Records contained in a dataset
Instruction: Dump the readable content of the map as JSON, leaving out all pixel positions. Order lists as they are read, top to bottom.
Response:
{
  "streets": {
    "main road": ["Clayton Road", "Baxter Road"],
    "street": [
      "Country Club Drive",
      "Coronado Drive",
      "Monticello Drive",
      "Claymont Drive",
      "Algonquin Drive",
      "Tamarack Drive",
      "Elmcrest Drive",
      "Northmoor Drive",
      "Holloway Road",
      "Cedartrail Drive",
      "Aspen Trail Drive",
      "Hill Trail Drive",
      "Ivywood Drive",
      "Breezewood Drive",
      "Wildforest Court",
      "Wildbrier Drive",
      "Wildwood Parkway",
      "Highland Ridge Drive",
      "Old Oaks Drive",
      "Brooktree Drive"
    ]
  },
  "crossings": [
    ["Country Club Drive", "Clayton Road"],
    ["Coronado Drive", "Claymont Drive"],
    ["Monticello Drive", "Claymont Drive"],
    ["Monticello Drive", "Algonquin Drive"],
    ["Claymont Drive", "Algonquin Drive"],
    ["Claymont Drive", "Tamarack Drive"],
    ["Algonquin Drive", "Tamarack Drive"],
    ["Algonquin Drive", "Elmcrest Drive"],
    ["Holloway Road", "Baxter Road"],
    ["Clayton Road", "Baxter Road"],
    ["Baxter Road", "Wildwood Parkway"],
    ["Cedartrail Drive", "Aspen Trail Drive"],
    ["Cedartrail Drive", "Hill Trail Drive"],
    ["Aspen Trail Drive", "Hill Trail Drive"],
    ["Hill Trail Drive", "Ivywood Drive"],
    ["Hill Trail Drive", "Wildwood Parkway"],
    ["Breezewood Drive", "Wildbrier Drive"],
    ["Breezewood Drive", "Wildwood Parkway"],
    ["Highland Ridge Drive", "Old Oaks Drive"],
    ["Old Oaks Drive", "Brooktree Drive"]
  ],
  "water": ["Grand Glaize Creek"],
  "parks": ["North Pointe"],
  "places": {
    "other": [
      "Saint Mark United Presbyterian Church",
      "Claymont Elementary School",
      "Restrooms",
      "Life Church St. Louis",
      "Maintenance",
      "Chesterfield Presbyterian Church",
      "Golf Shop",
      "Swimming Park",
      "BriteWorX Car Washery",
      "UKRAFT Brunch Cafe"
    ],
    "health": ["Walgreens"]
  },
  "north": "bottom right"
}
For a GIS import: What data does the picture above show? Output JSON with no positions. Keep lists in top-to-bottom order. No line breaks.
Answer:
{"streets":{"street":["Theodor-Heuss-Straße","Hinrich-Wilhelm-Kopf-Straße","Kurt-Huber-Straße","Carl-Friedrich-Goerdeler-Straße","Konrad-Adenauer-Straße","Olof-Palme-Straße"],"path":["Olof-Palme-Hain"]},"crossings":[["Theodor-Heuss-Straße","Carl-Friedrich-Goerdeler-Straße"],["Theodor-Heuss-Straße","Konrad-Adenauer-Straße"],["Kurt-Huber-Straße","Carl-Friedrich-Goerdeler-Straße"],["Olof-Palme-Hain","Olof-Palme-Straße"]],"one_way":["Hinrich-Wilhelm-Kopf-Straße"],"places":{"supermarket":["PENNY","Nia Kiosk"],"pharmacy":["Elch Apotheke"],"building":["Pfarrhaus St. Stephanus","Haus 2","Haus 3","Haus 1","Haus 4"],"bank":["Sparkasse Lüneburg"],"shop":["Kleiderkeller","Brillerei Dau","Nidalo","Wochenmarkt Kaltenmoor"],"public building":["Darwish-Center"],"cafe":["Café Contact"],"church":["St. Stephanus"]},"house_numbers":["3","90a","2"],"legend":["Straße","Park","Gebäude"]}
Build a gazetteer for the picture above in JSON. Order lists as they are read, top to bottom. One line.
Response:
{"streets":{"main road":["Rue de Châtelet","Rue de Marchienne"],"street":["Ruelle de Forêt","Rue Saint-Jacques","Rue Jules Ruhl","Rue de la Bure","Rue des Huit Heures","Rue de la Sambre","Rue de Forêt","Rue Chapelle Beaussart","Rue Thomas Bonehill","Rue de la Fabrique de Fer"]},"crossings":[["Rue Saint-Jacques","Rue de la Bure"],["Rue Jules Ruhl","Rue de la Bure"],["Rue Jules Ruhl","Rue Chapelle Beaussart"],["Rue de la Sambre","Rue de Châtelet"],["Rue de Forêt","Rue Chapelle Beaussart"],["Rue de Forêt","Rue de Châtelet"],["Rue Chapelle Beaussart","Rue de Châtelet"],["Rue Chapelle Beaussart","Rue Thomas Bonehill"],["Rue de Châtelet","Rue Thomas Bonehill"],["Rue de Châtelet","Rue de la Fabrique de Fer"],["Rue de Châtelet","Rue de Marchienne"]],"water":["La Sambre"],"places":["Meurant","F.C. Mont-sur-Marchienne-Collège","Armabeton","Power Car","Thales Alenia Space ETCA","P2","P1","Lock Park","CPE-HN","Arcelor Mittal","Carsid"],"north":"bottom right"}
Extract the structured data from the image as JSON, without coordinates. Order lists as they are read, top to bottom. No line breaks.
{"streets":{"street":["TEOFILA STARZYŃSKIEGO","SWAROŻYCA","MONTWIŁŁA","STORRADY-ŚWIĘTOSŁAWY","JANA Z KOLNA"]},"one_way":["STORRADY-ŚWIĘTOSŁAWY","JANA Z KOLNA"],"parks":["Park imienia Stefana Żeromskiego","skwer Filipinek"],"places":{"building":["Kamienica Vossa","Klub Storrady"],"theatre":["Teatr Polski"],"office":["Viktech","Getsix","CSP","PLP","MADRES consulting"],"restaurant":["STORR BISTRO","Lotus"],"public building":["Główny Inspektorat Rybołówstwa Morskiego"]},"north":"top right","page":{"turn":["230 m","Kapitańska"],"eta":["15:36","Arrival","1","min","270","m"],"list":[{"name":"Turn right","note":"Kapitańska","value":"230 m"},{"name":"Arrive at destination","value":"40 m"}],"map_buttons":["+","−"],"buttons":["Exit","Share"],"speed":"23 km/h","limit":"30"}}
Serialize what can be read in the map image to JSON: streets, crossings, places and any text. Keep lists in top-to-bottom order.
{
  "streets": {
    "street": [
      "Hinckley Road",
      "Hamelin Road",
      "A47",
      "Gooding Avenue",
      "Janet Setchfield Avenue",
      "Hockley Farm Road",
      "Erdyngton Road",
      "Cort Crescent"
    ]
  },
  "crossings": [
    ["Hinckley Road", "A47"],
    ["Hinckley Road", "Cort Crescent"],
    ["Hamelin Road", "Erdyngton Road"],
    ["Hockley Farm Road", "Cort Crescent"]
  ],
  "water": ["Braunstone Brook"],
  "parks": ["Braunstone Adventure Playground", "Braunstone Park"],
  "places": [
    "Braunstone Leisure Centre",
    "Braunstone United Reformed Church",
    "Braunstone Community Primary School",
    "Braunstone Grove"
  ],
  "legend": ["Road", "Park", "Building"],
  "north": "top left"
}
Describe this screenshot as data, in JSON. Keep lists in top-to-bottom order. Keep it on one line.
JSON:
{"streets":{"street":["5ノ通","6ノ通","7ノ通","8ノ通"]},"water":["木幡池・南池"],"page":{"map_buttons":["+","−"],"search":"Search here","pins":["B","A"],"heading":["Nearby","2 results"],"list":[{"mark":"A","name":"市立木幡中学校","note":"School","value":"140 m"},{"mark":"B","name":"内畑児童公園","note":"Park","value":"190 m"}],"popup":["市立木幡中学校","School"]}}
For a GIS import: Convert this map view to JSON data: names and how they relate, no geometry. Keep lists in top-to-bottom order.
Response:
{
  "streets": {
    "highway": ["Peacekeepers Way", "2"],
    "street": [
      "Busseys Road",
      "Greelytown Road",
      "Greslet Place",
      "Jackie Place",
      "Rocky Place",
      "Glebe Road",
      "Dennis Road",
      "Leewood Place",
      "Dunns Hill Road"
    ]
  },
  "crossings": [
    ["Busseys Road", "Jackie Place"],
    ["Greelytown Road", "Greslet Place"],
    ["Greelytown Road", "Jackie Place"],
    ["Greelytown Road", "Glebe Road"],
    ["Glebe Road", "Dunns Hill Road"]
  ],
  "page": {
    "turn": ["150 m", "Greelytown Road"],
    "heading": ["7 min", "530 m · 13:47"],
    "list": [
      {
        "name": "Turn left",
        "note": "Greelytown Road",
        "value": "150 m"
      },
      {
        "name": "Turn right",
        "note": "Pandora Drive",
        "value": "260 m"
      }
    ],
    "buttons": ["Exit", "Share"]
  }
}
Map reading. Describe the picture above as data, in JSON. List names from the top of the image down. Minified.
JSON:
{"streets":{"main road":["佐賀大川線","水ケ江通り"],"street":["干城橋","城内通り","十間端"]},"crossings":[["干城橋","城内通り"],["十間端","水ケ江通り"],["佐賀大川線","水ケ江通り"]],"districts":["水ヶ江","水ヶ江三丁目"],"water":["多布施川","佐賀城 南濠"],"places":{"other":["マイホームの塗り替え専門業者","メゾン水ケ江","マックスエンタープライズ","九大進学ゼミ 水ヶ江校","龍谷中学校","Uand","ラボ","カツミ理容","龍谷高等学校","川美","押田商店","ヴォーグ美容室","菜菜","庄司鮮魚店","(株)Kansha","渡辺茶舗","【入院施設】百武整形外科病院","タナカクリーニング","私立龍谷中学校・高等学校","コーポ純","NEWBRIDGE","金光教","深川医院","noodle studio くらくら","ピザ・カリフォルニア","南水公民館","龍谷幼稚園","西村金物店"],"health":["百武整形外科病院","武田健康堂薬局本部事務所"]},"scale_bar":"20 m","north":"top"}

Exercise objective: Give only the number of lines in the data that hold the string "Monticello".

Your solution: 3